> _What you are asked to do_
Report each line of the data below in which "building" appears.

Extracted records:
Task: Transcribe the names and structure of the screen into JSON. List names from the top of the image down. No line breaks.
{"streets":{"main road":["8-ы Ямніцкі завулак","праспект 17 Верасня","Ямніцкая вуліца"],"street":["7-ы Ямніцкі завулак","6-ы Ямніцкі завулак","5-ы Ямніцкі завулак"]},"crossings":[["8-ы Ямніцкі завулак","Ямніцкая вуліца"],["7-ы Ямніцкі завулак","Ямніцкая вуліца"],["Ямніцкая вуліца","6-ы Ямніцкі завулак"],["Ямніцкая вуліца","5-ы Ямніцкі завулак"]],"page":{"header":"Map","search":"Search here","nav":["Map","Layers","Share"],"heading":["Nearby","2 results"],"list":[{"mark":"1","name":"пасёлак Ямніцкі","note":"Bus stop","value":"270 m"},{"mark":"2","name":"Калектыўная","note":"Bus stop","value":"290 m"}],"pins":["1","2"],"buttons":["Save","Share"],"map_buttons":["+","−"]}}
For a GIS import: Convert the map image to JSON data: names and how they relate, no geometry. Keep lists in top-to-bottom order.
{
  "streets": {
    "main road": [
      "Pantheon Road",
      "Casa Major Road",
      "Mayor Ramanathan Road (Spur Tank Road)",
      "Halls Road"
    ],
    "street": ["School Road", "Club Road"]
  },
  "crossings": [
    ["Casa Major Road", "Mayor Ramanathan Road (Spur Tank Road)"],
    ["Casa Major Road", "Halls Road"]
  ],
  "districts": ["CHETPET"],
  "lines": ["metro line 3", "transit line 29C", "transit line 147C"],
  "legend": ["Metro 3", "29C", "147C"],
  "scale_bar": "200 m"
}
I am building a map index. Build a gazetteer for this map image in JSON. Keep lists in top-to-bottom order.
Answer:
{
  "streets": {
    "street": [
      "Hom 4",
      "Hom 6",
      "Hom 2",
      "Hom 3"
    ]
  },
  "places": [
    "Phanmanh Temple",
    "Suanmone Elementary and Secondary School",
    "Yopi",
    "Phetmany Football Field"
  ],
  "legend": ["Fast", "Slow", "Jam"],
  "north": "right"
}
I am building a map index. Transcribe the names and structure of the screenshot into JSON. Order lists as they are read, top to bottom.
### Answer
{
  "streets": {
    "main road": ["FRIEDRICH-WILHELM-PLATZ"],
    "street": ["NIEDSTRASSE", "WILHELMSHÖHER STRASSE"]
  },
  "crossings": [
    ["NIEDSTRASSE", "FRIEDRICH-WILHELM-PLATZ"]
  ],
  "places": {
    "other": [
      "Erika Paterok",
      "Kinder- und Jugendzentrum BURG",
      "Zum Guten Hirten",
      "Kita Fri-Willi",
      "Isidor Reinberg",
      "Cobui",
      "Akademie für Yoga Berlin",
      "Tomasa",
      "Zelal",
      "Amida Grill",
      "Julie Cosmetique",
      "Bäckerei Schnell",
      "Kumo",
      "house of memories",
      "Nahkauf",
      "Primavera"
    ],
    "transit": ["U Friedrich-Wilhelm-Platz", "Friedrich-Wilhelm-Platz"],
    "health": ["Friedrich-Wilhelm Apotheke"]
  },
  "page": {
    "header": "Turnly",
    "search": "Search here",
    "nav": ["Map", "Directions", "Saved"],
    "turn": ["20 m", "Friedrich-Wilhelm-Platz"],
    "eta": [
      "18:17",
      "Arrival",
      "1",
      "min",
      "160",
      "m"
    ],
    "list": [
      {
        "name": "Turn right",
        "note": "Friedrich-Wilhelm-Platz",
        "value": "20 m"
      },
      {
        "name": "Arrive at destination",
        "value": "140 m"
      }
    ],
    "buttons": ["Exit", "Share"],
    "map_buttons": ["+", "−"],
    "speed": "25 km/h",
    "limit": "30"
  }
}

> _Exercise result_
I am building a map index. Build a gazetteer for this map image in JSON. Keep lists in top-to-bottom order.
I am building a map index. Transcribe the names and structure of the screenshot into JSON. Order lists as they are read, top to bottom.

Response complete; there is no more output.